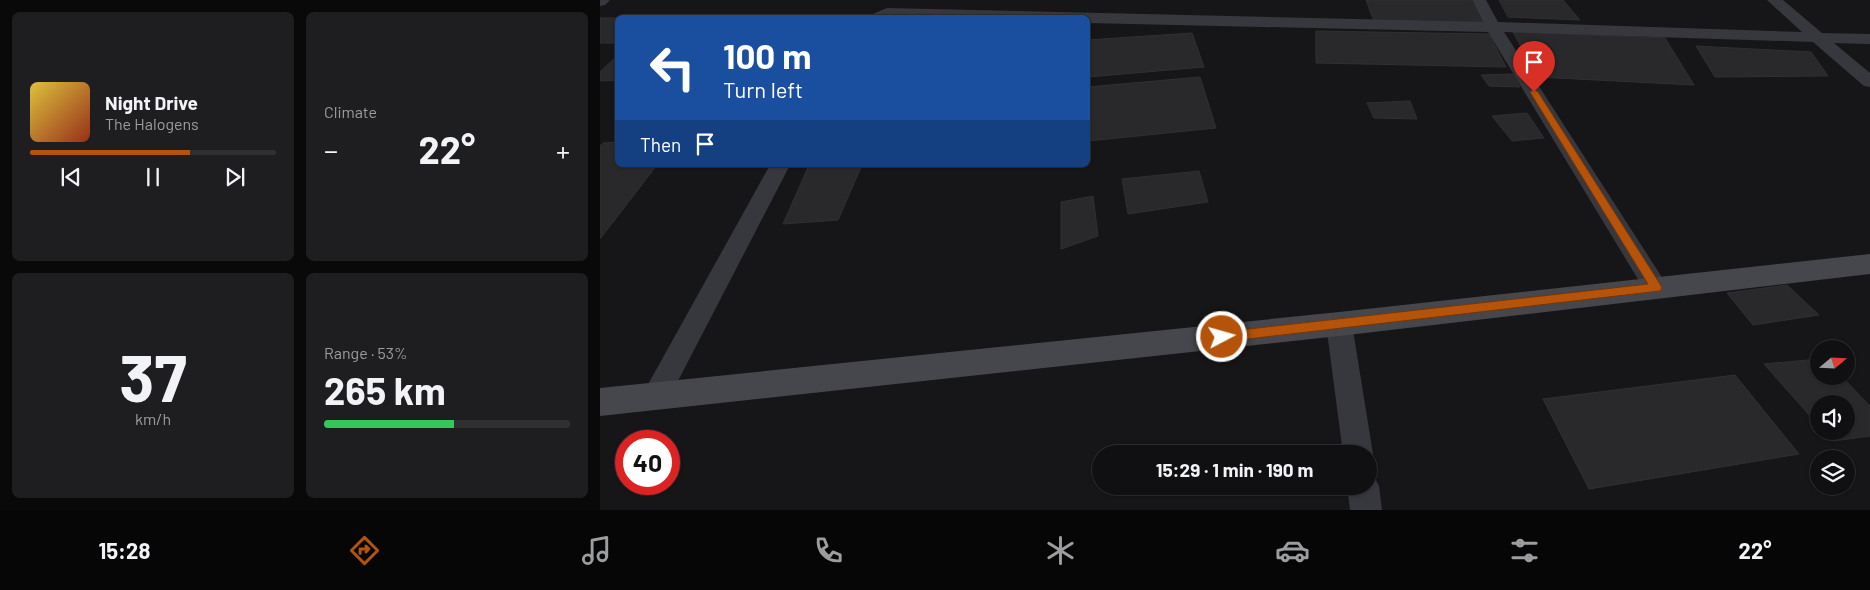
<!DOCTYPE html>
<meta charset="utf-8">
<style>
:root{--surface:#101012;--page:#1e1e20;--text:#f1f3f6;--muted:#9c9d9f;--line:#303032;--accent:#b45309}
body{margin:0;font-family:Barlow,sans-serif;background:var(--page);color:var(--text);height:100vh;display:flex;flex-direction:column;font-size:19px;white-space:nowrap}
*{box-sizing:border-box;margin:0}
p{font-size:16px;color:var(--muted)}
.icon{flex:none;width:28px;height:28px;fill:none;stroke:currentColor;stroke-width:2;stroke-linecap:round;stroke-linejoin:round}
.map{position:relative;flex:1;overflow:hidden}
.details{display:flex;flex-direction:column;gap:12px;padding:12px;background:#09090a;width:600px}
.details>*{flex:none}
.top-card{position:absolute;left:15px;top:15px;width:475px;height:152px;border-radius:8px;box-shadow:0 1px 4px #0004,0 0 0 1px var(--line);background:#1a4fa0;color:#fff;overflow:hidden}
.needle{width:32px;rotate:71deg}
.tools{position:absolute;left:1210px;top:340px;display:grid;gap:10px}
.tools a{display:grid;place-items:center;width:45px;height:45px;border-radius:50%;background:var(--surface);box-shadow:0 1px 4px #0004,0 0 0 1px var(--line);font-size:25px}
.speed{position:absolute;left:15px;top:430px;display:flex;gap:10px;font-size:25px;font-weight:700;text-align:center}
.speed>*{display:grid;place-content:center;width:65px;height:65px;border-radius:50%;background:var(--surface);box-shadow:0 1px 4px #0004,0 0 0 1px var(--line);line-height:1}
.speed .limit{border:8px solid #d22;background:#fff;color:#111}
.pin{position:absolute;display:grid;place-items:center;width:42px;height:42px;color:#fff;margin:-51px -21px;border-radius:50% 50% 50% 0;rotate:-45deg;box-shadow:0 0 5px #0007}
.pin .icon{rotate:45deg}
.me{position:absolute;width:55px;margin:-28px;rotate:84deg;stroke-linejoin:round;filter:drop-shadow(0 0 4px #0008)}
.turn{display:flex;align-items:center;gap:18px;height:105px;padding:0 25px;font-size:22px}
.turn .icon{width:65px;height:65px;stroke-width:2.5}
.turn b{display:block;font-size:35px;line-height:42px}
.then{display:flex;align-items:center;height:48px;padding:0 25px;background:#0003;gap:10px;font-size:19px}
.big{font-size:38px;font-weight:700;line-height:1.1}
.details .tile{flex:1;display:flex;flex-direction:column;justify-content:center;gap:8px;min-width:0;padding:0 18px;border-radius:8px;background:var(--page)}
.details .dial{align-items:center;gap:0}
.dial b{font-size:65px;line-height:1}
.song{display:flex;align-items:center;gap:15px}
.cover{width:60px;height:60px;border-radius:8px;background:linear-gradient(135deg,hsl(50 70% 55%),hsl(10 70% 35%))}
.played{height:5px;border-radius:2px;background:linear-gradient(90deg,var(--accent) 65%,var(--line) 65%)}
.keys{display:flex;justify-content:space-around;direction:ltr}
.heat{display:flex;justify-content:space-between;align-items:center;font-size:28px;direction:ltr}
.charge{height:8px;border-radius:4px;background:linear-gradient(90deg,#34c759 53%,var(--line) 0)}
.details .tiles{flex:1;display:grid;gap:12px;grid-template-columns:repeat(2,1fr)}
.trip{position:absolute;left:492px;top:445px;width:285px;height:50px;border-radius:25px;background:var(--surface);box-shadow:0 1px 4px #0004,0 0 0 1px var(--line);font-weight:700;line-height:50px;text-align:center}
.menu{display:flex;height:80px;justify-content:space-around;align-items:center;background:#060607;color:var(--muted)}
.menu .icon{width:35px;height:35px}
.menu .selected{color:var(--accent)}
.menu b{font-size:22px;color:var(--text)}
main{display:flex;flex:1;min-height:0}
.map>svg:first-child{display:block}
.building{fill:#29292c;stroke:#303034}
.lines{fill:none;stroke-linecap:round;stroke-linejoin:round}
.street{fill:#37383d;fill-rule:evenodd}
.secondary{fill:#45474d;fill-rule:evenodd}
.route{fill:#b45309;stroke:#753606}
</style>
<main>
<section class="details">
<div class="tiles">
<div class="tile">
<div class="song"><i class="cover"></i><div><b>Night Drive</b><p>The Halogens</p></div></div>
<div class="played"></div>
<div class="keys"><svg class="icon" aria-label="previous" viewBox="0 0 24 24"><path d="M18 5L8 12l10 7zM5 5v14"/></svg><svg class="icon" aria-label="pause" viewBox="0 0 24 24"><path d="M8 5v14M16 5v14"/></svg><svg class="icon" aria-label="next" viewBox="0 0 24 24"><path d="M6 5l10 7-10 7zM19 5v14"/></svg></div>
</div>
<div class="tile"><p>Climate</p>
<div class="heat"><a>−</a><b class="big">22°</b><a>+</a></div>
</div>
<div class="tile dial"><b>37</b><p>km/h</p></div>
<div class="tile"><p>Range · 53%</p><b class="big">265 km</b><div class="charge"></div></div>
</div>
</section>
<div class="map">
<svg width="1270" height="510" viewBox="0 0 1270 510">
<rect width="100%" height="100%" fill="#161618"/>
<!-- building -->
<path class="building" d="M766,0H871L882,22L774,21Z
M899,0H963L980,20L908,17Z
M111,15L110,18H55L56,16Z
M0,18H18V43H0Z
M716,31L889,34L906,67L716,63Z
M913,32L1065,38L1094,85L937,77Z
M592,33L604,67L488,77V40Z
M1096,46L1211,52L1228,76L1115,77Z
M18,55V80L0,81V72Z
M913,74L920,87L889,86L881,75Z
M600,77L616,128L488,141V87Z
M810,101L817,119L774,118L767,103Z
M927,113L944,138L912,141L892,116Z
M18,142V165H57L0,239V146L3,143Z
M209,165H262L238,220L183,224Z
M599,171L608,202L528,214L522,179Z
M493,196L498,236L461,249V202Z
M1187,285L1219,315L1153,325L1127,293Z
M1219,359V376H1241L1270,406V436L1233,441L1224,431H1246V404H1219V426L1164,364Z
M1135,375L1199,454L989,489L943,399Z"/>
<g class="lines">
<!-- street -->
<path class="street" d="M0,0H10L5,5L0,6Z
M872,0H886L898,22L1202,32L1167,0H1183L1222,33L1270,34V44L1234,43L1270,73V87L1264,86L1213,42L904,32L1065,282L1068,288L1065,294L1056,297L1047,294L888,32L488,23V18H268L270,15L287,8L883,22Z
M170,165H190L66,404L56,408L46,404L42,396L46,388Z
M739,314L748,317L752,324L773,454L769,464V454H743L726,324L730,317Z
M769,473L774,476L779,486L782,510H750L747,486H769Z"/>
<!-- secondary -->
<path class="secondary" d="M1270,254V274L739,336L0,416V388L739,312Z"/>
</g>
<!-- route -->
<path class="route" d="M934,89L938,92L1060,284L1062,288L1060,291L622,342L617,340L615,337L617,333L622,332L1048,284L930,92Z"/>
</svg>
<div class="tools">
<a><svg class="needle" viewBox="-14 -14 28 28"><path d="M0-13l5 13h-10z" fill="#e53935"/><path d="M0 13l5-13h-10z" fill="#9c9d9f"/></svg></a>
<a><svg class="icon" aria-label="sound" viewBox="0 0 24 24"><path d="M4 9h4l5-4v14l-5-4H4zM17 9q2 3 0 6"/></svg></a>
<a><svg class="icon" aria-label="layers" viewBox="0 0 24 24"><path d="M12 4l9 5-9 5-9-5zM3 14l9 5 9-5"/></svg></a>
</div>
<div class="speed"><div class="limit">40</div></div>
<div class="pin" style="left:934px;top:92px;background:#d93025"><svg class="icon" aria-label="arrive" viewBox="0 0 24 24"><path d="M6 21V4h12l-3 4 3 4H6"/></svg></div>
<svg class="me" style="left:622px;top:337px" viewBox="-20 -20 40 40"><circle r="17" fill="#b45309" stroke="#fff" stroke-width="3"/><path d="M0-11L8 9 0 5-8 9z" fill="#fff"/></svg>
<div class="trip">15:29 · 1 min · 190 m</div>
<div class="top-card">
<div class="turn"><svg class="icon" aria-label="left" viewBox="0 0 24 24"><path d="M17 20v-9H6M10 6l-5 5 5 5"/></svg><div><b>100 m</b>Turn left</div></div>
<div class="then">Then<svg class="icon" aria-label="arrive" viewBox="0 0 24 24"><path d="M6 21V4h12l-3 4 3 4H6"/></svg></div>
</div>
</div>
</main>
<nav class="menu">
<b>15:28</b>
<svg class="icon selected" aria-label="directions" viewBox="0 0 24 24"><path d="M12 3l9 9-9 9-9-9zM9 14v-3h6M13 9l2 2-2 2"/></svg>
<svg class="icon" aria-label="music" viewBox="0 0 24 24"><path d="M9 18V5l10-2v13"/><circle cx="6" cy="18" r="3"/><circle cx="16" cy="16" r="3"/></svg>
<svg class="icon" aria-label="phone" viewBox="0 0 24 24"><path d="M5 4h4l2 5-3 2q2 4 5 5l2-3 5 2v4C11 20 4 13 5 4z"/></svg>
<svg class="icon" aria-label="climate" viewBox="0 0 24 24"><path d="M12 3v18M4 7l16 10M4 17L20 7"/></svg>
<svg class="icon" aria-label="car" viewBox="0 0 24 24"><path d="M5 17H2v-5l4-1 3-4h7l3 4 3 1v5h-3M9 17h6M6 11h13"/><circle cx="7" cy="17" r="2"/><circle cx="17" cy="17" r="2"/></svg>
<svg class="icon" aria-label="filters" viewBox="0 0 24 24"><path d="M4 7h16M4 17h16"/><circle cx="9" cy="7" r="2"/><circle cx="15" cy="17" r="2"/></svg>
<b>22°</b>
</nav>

* * *

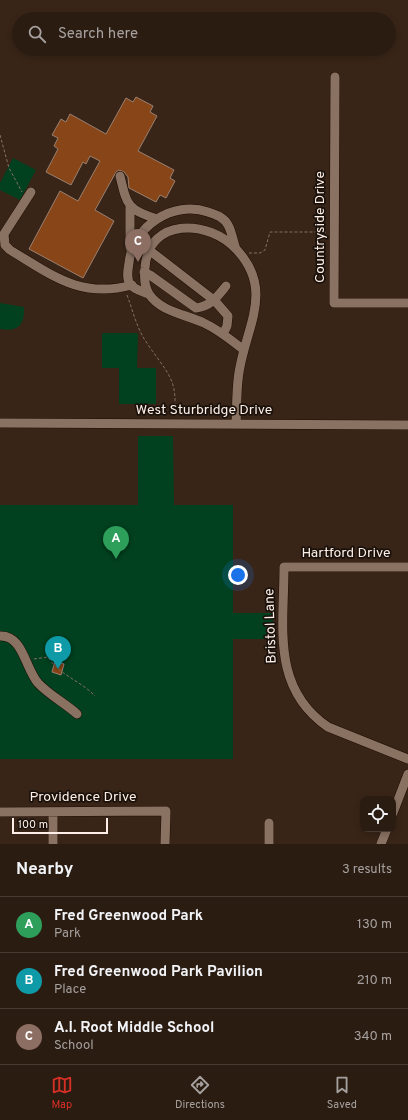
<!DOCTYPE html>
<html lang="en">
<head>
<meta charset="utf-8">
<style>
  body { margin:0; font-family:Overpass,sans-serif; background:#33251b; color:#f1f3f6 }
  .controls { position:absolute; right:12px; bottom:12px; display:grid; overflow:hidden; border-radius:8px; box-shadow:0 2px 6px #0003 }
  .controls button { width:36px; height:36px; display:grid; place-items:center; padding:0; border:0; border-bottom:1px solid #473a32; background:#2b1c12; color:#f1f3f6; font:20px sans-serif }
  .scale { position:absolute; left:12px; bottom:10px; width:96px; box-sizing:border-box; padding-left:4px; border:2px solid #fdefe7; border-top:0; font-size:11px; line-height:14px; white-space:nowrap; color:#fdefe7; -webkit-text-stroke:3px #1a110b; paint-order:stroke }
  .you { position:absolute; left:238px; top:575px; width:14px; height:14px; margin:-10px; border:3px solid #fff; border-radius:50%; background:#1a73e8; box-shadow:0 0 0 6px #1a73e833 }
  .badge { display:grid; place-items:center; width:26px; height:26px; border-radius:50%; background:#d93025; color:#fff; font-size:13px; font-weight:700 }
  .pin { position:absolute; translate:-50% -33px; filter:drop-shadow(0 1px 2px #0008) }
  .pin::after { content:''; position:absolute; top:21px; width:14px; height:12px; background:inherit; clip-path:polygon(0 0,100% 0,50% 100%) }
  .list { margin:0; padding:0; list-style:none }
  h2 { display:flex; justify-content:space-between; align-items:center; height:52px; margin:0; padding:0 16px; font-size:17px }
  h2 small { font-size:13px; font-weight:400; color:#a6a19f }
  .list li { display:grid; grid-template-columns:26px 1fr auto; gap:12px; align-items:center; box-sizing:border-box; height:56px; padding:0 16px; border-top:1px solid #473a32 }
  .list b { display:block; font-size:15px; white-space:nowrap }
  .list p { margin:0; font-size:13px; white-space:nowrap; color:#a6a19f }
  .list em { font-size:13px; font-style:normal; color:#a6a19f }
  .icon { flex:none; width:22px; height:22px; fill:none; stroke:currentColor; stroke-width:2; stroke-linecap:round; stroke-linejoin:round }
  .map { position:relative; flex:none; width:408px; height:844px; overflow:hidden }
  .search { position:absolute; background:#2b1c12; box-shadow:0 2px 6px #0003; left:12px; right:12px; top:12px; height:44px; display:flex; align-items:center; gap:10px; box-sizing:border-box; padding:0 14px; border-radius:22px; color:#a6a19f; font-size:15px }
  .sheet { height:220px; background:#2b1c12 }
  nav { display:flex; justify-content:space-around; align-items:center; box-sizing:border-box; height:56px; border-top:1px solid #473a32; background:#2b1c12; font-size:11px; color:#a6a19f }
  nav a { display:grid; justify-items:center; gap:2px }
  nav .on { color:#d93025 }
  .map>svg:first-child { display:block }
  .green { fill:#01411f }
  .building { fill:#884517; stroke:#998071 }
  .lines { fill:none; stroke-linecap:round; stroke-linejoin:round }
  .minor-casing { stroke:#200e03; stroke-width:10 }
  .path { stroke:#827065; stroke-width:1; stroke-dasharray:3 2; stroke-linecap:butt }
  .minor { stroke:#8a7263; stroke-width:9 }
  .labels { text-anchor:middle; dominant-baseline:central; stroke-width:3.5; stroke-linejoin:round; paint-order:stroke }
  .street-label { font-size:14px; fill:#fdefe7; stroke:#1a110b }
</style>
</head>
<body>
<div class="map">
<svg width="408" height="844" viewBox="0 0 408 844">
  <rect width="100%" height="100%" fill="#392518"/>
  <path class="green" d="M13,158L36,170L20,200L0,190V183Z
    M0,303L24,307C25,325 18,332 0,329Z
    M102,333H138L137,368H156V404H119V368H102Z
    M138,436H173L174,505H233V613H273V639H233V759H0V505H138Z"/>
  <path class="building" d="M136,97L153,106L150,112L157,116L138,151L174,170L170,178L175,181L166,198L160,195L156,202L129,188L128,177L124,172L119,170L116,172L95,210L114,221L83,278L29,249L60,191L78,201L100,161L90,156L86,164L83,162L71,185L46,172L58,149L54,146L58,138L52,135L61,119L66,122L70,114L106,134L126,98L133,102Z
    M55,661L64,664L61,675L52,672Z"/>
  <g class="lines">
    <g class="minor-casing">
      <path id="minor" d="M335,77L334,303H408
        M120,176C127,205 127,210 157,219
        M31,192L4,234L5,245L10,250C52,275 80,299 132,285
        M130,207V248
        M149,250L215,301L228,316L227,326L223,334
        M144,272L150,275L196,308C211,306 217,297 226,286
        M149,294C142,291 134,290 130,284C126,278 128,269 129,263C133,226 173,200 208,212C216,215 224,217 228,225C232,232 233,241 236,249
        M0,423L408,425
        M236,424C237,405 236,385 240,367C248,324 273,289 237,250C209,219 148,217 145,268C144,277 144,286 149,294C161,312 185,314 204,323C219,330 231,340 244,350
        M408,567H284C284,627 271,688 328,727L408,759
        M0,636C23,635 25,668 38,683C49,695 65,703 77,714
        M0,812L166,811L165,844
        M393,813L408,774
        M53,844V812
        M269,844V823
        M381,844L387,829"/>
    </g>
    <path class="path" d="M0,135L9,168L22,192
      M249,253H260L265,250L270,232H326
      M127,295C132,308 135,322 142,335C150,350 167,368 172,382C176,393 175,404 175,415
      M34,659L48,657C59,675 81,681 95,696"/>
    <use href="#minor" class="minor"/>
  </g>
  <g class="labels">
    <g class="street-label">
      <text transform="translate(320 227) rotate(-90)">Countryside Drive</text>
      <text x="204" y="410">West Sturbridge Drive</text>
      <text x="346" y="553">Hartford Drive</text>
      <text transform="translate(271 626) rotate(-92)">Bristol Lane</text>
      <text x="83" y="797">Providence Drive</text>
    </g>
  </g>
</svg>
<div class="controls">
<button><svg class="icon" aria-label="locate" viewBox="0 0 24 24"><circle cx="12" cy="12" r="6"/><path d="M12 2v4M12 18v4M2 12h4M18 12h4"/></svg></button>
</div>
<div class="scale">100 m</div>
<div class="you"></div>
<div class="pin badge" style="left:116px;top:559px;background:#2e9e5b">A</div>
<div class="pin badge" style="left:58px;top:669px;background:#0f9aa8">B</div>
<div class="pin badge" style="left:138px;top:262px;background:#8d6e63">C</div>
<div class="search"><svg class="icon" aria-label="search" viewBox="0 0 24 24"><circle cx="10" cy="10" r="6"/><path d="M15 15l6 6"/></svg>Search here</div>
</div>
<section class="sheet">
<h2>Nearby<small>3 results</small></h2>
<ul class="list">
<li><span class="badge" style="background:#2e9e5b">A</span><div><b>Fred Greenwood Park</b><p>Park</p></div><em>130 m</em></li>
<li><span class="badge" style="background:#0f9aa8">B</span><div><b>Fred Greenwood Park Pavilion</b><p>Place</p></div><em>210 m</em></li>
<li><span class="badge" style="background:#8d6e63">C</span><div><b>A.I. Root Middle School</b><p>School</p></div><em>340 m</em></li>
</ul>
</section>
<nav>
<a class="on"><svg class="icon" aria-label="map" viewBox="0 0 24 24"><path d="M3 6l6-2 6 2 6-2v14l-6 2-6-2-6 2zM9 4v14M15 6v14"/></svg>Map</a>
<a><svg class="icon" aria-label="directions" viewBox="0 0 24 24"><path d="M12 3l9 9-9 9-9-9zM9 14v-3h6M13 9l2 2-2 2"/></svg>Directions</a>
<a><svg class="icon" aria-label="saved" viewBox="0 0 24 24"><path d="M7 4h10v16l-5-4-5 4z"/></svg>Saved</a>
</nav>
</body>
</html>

### Work request
Which lines above hold the string "keys"? Copy each of them.

### Exercise answer
.keys{display:flex;justify-content:space-around;direction:ltr}
<div class="keys"><svg class="icon" aria-label="previous" viewBox="0 0 24 24"><path d="M18 5L8 12l10 7zM5 5v14"/></svg><svg class="icon" aria-label="pause" viewBox="0 0 24 24"><path d="M8 5v14M16 5v14"/></svg><svg class="icon" aria-label="next" viewBox="0 0 24 24"><path d="M6 5l10 7-10 7zM19 5v14"/></svg></div>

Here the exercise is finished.